This is my first post about musicians that I actually know and consider friends. Although I listen to, and write about, many different types of music, Celtic music has always been close to my heart. When I was three-and-a-half years old, I was dancing with members of the Barra MacNeils (Kyle and Seamus to be specific) at a Ceilidh in Nova Scotia. This is how much I love Celtic Music. Two of my good friends, Qristina & Quinn Bachand, are two great musicians and rising stars in the traditional Irish music scene. They have already released two albums, and have both been nominated for – and won – a variety of awards.

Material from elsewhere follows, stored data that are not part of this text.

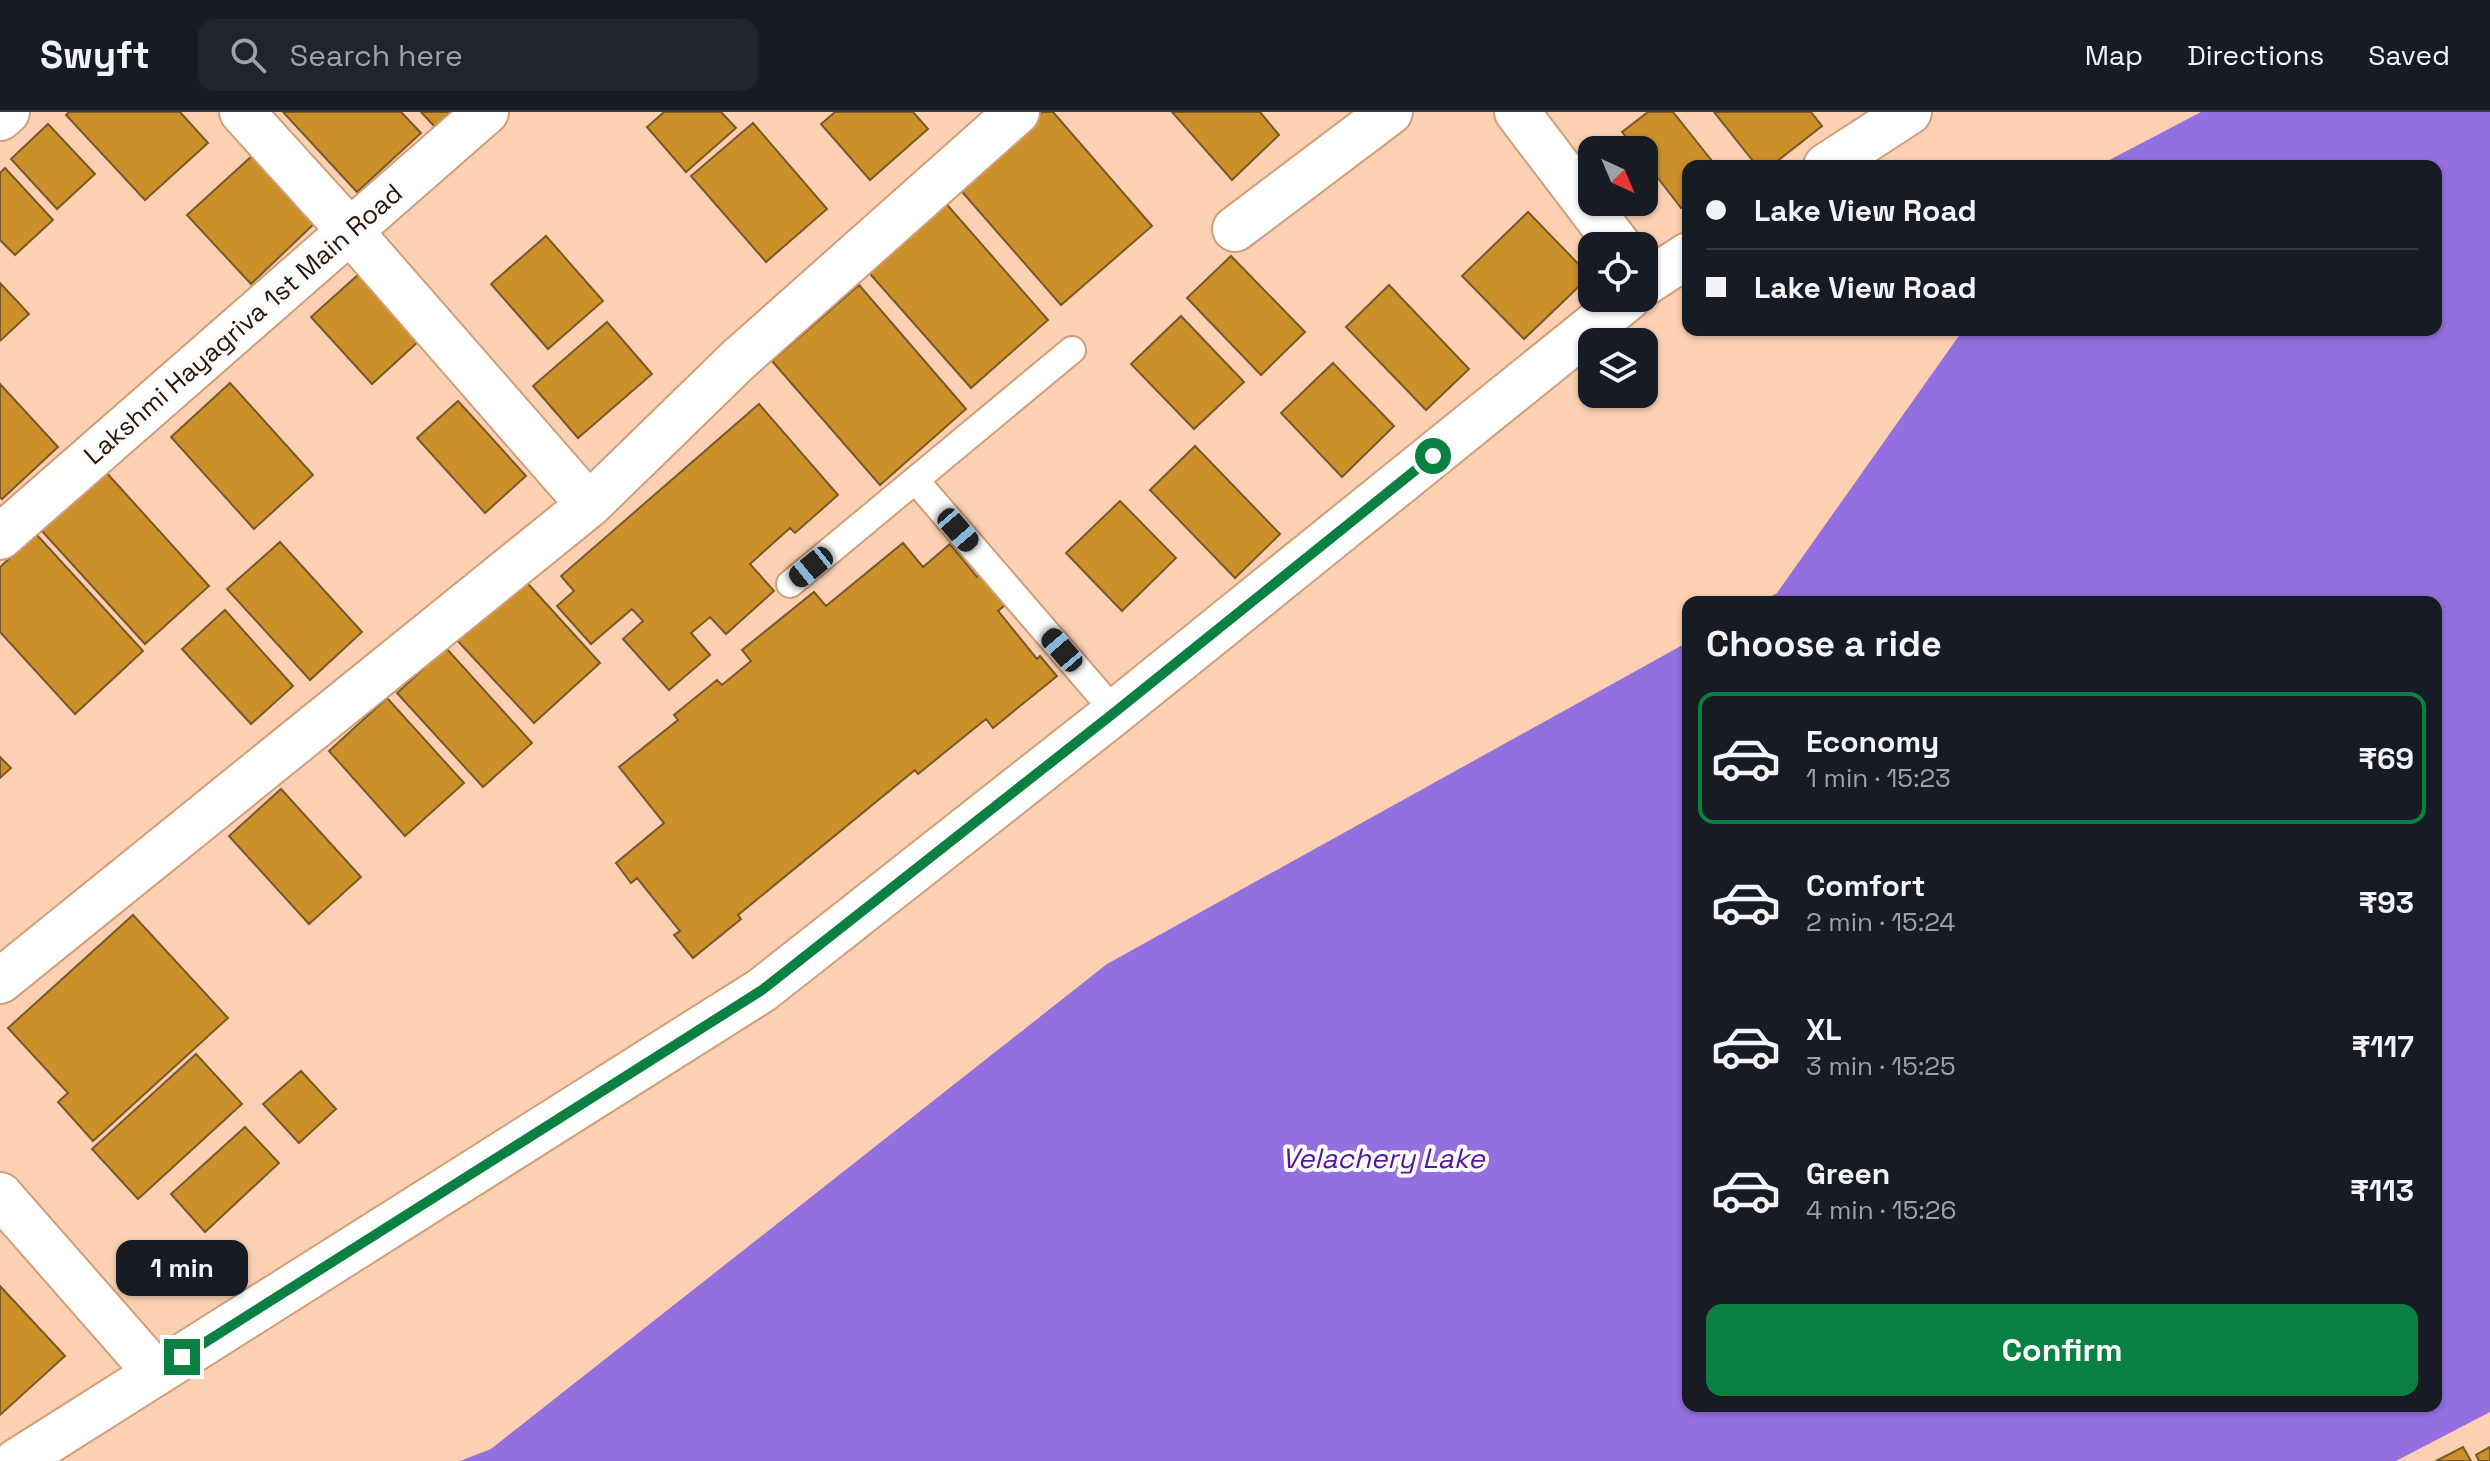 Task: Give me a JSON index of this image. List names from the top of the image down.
{
  "streets": {
    "street": ["Lakshmi Hayagriva 1st Main Road"]
  },
  "water": ["Velachery Lake"],
  "north": "bottom right",
  "page": {
    "header": "Swyft",
    "search": "Search here",
    "nav": ["Map", "Directions", "Saved"],
    "banner": ["Lake View Road", "Lake View Road"],
    "heading": "Choose a ride",
    "list": [
      {
        "name": "Economy",
        "note": "1 min · 15:23",
        "value": "₹69"
      },
      {
        "name": "Comfort",
        "note": "2 min · 15:24",
        "value": "₹93"
      },
      {
        "name": "XL",
        "note": "3 min · 15:25",
        "value": "₹117"
      },
      {
        "name": "Green",
        "note": "4 min · 15:26",
        "value": "₹113"
      }
    ],
    "bubble": "1 min",
    "buttons": "Confirm"
  }
}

Qristina, 22, plays fiddle and also sings. Quinn, just 17, mainly plays guitar but has also been known to pick up a fiddle and a banjo on occasion. (And many more instruments to come in the future I’m sure). Both siblings are classically-trained violinists. Originally from Victoria, BC, they always draw a crowd no matter where they perform. I have been fortunate to see them play about half a dozen times or so and they’re always getting better and improving. All the shows I have attended seem to have a common thread among the audience members – they always marvel about Quinn’s musical prowess. While this is true, it is unfair to Qristina, who is a fabulous musician in her own right. Initially the duo was strictly instrumental; Qristina started singing about two years and vocals really enhance and add to their awesomeness. It also shows their evolution as artists.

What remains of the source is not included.